“No puedo vivir del recuerdo”, se repite constantemente. Una vez más, su marido la ha sorprendido con los ojos vidriosos y ese portarretratos entre las manos. Lo mira con tanto cariño, que la imagen resulta sobrecogedora. La foto tiene más de cuarenta años, pero le sigue trasmitiendo sentimientos encontrados. Por un lado, gratos recuerdos de aquellos tiempos de infancia y adolescencia. Por otro, añoranza e impotencia al no poder regresar al lugar en el que fue realizada, su pueblo natal. De allí se marchó nada más casarse, al decidir su marido que lo mejor para ambos era emigrar al extranjero en busca de un futuro prometedor. Hicieron las maletas y viajaron hasta Francia. Él consiguió un buen trabajo y ella optó por ejercer de ama de casa. Los hijos no tardaron en llegar. Dos varones y una niña.
Aparentemente son la pareja perfecta y una familia feliz, pero ella siente un enorme vacío que nada ni nadie logra llenar. Tan solo de pensar en su tierra, su gente y sus raíces, las lágrimas comienzan a brotar de sus enormes ojos negros. “¡Si al menos viviéramos en España!”, piensa. Son muchos los kilómetros que le distancian de su patria y no ve el momento de volver. Ha intentado hablar del tema con su esposo en numerosas ocasiones, aunque siempre recibe la misma contestación: “¡no seas egoísta, mujer, aquí vivimos bien, tengo un buen trabajo y a nuestros hijos no les falta de nada. Tu lugar es éste!”.
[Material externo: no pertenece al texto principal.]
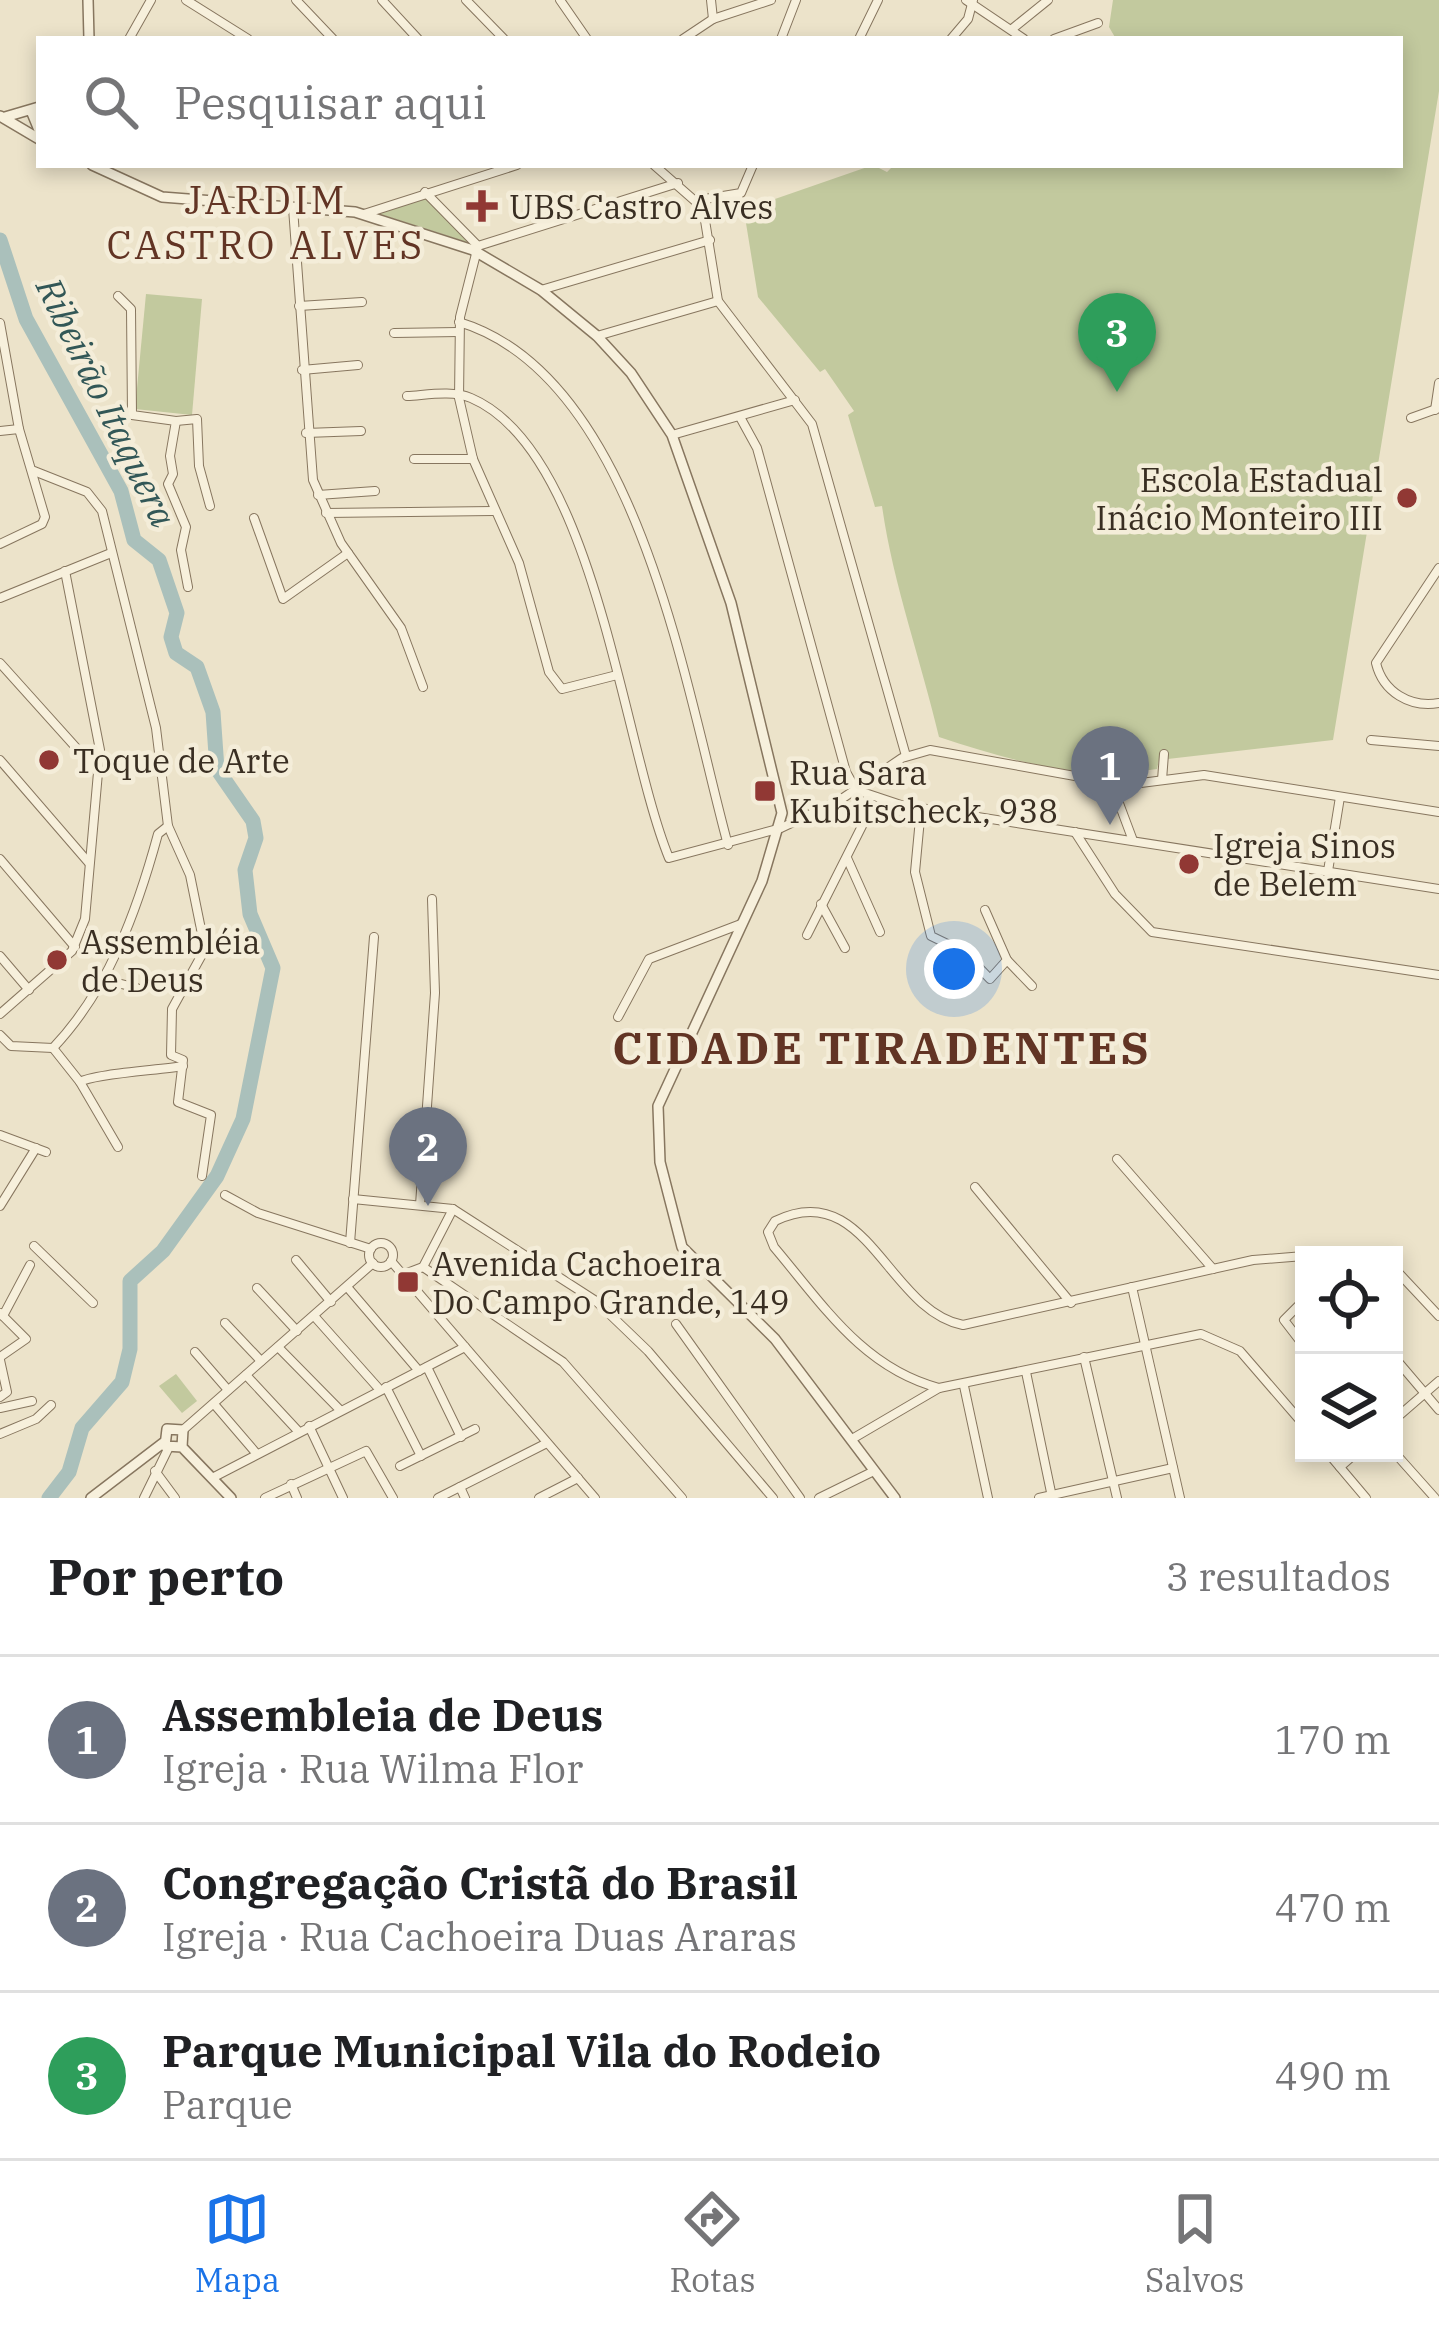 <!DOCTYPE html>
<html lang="pt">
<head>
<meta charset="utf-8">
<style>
	body { margin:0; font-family:"IBM Plex Serif",serif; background:#f2f2f2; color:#202124 }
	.controls { position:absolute; right:36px; bottom:36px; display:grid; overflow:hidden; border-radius:0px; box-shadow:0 6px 18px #0003 }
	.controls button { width:108px; height:108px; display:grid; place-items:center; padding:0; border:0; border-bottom:3px solid #e0e0e0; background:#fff; color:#202124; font:60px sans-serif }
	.you { position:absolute; left:954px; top:969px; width:42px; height:42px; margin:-30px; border:9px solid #fff; border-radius:50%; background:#1a73e8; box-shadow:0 0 0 18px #1a73e833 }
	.badge { display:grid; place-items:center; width:78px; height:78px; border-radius:50%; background:#1a73e8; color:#fff; font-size:39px; font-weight:700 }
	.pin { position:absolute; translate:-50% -99px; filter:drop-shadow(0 3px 6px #0008) }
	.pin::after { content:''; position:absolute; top:63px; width:42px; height:36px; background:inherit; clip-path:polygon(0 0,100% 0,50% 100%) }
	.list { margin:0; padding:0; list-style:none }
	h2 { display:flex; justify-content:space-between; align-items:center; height:156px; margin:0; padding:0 48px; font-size:51px }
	h2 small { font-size:39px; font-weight:400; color:#757577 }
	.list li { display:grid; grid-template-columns:78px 1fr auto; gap:36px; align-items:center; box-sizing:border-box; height:168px; padding:0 48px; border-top:3px solid #e0e0e0 }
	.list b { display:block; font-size:45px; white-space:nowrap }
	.list p { margin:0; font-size:39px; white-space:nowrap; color:#757577 }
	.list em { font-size:39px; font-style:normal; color:#757577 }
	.icon { flex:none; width:66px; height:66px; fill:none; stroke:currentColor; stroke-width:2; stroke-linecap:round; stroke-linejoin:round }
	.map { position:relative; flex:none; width:1439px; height:1498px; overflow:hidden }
	.search { position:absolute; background:#fff; box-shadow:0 6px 18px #0003; left:36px; right:36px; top:36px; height:132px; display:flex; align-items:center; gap:30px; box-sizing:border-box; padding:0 42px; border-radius:0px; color:#757577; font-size:45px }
	.sheet { height:660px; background:#fff }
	nav { display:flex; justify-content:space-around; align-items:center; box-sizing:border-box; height:168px; border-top:3px solid #e0e0e0; background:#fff; font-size:33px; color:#757577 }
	nav a { display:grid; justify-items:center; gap:6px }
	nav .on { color:#1a73e8 }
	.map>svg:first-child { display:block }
</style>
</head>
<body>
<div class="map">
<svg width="1439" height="1498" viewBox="0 0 1439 1498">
	<rect width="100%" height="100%" fill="#ece3ca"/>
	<g fill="#c2c99e">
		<path d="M 1113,0 L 1439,0 L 1439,91 L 1333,740 L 1159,760 L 1157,769 C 1082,781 1011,761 939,737 C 921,660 893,584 882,506 L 875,507 L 848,415 L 854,411 L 825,369 L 820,372 L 758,297 L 745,217 L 749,208 L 873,165 L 887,172 L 894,165 L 1400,165 L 1400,39 L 1116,39 L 1109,27 Z"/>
		<path d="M 425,196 L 473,244 L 377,213 Z"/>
		<path d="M 146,294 L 202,299 L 192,415 L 135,409 Z"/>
		<path d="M 176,1374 L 197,1401 L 182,1413 L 159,1386 Z"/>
	</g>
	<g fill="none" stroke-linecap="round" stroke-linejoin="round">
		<path stroke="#aac0bb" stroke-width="15" d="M 0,240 L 26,319 L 121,491 L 134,540 L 159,560 L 177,613 L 171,637 L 176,653 L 197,667 L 213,712 L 217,769 L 253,821 L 256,838 L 245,870 L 250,914 L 273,968 L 243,1119 L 217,1176 L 163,1251 L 130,1281 L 130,1349 L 122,1382 L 82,1428 L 69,1472 L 49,1498"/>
		<defs>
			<g id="minor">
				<path d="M 186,0 L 248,39"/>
				<path d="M 296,0 L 333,39"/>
				<path d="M 382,0 L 418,39"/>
				<path d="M 466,0 L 504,39"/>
				<path d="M 560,0 L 587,39"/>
				<path d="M 711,0 L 713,19"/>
				<path d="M 966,0 L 1024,39"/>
				<path d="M 1012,29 L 1048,0"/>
				<path d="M 129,39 L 151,0"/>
				<path d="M 683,39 L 713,19 L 771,0"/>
				<path d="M 781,39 L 796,0"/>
				<path d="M 859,39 L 878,0"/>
				<path d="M 951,39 L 968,19 L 973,0"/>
				<path d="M 1054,39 L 1098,23"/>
				<path d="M 654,165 L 703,208 L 718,301 L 812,424 L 906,756"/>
				<path d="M 425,192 L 478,246"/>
				<path d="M 699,200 L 741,193 L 753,165"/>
				<path d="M 293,208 L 313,480 L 341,543 L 401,628 L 423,687"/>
				<path d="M 364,214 L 517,165"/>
				<path d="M 541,290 L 710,240"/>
				<path d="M 118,296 L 131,309 L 132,415 L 176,421 L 170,456 L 173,474 L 168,484 L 186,527 L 181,550 L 188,587"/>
				<path d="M 299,306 L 362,302"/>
				<path d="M 459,322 C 638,376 685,688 728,845"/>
				<path d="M 0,323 L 19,429 L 45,517 L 42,524 L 0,544"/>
				<path d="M 394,333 L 458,332"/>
				<path d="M 597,336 L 718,301"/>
				<path d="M 302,370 L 358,365"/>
				<path d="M 407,396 C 427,395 452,390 471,398 C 595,451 622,743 669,858 L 781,828 L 840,800 L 902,758 L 930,750 L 1125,785 L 1204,775 L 1439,812"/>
				<path d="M 1435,410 L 1439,383"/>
				<path d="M 740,417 L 757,448 L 846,772 L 856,790 L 901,805 L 1439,889"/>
				<path d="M 1411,418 L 1439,408"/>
				<path d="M 176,421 L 197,419 L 199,466 L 210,506"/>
				<path d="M 0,431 L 19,429"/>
				<path d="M 306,433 L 361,431"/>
				<path d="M 672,435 L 795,400"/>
				<path d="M 414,459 L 473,459"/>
				<path d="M 34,471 L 87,492 L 102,511 L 156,728 L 168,826 L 190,875 L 205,949 L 172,1009 L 171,1055 L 183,1060 L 178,1102 L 211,1115 L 202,1176"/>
				<path d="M 318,495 L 375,491"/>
				<path d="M 326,513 L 493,511"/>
				<path d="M 254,518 L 283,599 L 348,553"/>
				<path d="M 1439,568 L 1376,663 C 1383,692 1410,708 1439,703"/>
				<path d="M 0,598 L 111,553"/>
				<path d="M 0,663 L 98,772"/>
				<path d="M 617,675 L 562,689 L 549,672 L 519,563 L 473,459 L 459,398 L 460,317 L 478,246 L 678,183"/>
				<path d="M 1371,740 L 1439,746"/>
				<path d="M 0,760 L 89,863"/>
				<path d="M 1162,780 L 1164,754"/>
				<path d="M 1111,782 L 1132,838"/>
				<path d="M 921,808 L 915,872 L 931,936 L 964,952 L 990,979 L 1007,960 L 985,910"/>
				<path d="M 1075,832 L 1115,894 L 1152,932 L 1439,975"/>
				<path d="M 847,858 L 880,932"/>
				<path d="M 0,859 L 75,947"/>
				<path d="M 1328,871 L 1340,797"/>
				<path d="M 821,904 L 845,948"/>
				<path d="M 807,935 L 866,818 L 870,798"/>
				<path d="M 0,956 L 29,990"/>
				<path d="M 1007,960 L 1032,986"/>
				<path d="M 102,979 L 137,988"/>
				<path d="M 0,1014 L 72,951 L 85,919 L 100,750 L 65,571"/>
				<path d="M 618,1017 L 649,959 L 741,924"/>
				<path d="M 0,1035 L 11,1046 L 53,1048"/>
				<path d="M 53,1048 C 109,989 137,911 158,834 L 168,826"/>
				<path d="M 53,1048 L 80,1082 C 92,1074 160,1070 183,1066"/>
				<path d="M 80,1082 L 118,1147"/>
				<path d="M 0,1135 L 46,1152"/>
				<path d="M 1117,1159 L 1213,1269"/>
				<path d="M 975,1187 L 1071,1303"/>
				<path d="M 225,1195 L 258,1213 L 371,1249"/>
				<path d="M 353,1199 L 453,1209 L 596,1301 L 648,1351 L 773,1498"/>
				<path d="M 420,1205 L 435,993 L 432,899"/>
				<path d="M 0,1206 L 36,1148"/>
				<path d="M 350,1243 L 374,937"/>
				<circle cx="381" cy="1255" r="12"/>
				<path d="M 34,1246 L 93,1303"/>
				<path d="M 296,1260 L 331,1302"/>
				<path d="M 391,1261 L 595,1498"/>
				<path d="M 423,1267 L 563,1362 L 682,1498"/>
				<path d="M 1394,1268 L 1439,1316"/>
				<path d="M 402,1275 L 423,1267 L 453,1209"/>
				<path d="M 1132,1287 L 1180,1498"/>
				<path d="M 257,1288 L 297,1331"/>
				<path d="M 348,1288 L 419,1371"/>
				<path d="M 1304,1300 L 1284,1320 L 1304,1346"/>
				<path d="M 0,1313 L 26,1339 L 0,1357"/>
				<path d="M 3,1316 L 30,1265"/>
				<path d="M 315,1317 L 380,1390"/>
				<path d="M 225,1323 L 261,1361"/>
				<path d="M 676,1324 L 800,1498"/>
				<path d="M 278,1347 L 340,1410"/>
				<path d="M 195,1352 L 228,1390"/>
				<path d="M 1084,1357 L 1117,1498"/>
				<path d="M 1394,1357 L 1439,1410"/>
				<path d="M 0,1360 L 7,1392 L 0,1397"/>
				<path d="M 427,1367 L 461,1437"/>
				<path d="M 1026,1372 L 1052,1497"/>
				<path d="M 246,1375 L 298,1431"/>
				<path d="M 964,1386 L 988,1498"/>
				<path d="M 386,1387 L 421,1456"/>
				<path d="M 939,1388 C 863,1368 823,1305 774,1247 L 768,1232 L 775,1221 C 867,1176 887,1310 963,1325 L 1253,1260 L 1304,1256"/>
				<path d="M 214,1404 L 256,1453"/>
				<path d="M 0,1408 L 32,1401"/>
				<path d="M 1394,1420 L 1439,1381"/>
				<path d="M 309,1426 L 343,1498"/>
				<path d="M 183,1430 L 373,1263"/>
				<path d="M 0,1434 L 36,1419 L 51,1405"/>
				<path d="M 852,1439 L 939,1388 L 1201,1334 L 1240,1351 L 1304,1425"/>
				<path d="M 1394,1452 L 1435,1498"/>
				<path d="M 1328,1453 L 1366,1498"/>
				<path d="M 400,1466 L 475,1429"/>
				<path d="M 1340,1467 L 1356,1453"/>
				<path d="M 155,1471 L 175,1498"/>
				<path d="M 214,1477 L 465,1347"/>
				<path d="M 291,1484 L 297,1498"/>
				<path d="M 460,1487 L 465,1498"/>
				<path d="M 144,1498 L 168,1449"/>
				<path d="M 265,1498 L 366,1451 L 393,1498"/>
				<path d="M 438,1498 L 547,1443"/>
				<path d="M 539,1498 L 578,1478"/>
				<path d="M 819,1498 L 874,1471"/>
				<path d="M 1039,1498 L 1173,1468"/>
			</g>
			<g id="tertiary">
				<path d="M 88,0 L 89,39"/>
				<path d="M 32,113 L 39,130"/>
				<path d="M 0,116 L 39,139"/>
				<path d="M 5,117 L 39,107"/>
				<path d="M 92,165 L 162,197 L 355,212 L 473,250 L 541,290 L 597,336 L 631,373 L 672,435 L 731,603 L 782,813 L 762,881 L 658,1106 L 660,1162 L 682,1247 L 775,1339 L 895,1498"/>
				<path d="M 182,1447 L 183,1430 L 167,1429 L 165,1446 L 182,1447 L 231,1498"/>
				<path d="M 91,1498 L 163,1443"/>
			</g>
		</defs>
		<use href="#minor" stroke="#87765f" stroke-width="10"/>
		<use href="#tertiary" stroke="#87765f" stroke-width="12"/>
		<use href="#minor" stroke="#f7f0dc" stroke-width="8"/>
		<use href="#tertiary" stroke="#f7f0dc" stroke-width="9"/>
	</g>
	<g fill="#913834" stroke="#f4edd9" stroke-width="4.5">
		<path d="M476 188h12v12h12v12h-12v12h-12v-12h-12v-12h12z"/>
		<circle cx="1407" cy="498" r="12"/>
		<circle cx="49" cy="760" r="12"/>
		<rect x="753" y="779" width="24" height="24" rx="6"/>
		<circle cx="1189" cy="864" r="12"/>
		<circle cx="57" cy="960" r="12"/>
		<rect x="396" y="1270" width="24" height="24" rx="6"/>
	</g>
	<g text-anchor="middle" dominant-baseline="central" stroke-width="9" stroke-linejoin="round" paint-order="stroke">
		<g font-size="33" fill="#392e22" stroke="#f4edd9" text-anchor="start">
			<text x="509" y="206">UBS Castro Alves</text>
			<text x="1383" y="479" text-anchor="end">Escola Estadual<tspan x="1383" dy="38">Inácio Monteiro III</tspan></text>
			<text x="73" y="760">Toque de Arte</text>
			<text x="789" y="772">Rua Sara<tspan x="789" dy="38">Kubitscheck, 938</tspan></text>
			<text x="1213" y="845">Igreja Sinos<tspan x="1213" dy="38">de Belem</tspan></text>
			<text x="81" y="941">Assembléia<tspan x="81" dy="38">de Deus</tspan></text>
			<text x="432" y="1263">Avenida Cachoeira<tspan x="432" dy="38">Do Campo Grande, 149</tspan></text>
		</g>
		<g font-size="36" font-style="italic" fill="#325757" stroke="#f4edd9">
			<text transform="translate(107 402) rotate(64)">Ribeirão Itaquera</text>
		</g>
		<g font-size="39" letter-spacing="3" fill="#623424" stroke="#f4edd9">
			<text x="266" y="199">JARDIM<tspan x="266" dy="45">CASTRO ALVES</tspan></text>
		</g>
		<g font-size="45" font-weight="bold" letter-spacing="3" fill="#623424" stroke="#f4edd9">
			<text x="882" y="1047">CIDADE TIRADENTES</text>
		</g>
	</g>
</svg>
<div class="controls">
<button><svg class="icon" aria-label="locate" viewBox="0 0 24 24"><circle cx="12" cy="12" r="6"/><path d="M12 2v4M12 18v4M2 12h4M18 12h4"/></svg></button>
<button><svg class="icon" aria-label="layers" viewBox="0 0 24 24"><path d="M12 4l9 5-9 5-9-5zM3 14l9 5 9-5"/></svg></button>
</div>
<div class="you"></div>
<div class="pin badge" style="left:1110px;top:825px;background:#6b7280">1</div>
<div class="pin badge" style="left:428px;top:1206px;background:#6b7280">2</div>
<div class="pin badge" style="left:1117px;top:392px;background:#2e9e5b">3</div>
<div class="search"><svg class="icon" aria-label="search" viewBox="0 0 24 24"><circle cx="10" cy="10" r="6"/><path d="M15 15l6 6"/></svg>Pesquisar aqui</div>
</div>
<section class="sheet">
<h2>Por perto<small>3 resultados</small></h2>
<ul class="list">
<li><span class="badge" style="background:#6b7280">1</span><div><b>Assembleia de Deus</b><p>Igreja · Rua Wilma Flor</p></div><em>170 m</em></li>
<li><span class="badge" style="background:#6b7280">2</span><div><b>Congregação Cristã do Brasil</b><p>Igreja · Rua Cachoeira Duas Araras</p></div><em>470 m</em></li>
<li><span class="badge" style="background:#2e9e5b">3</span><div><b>Parque Municipal Vila do Rodeio</b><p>Parque</p></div><em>490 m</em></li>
</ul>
</section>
<nav>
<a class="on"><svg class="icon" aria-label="map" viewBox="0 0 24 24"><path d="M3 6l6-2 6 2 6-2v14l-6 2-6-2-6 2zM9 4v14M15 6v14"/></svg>Mapa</a>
<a><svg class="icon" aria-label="directions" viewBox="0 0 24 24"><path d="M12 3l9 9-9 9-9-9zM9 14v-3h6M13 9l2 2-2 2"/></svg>Rotas</a>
<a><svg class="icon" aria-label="saved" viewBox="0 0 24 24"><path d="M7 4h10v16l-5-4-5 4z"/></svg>Salvos</a>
</nav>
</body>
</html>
Con el tiempo, se ha resignado a admitir que del pueblo solo le quedan sus vivencias y algunas fotografías como aquella. Ahora bien, hay una cosa que tiene bien clara, por fortuna, nadie le puede arrebatar sus recuerdos.
Suelta el portarretratos y saluda a su marido. “Hola, cariño, la comida ya está lista, ¿quieres tomarte una cerveza mientras preparo la mesa?”.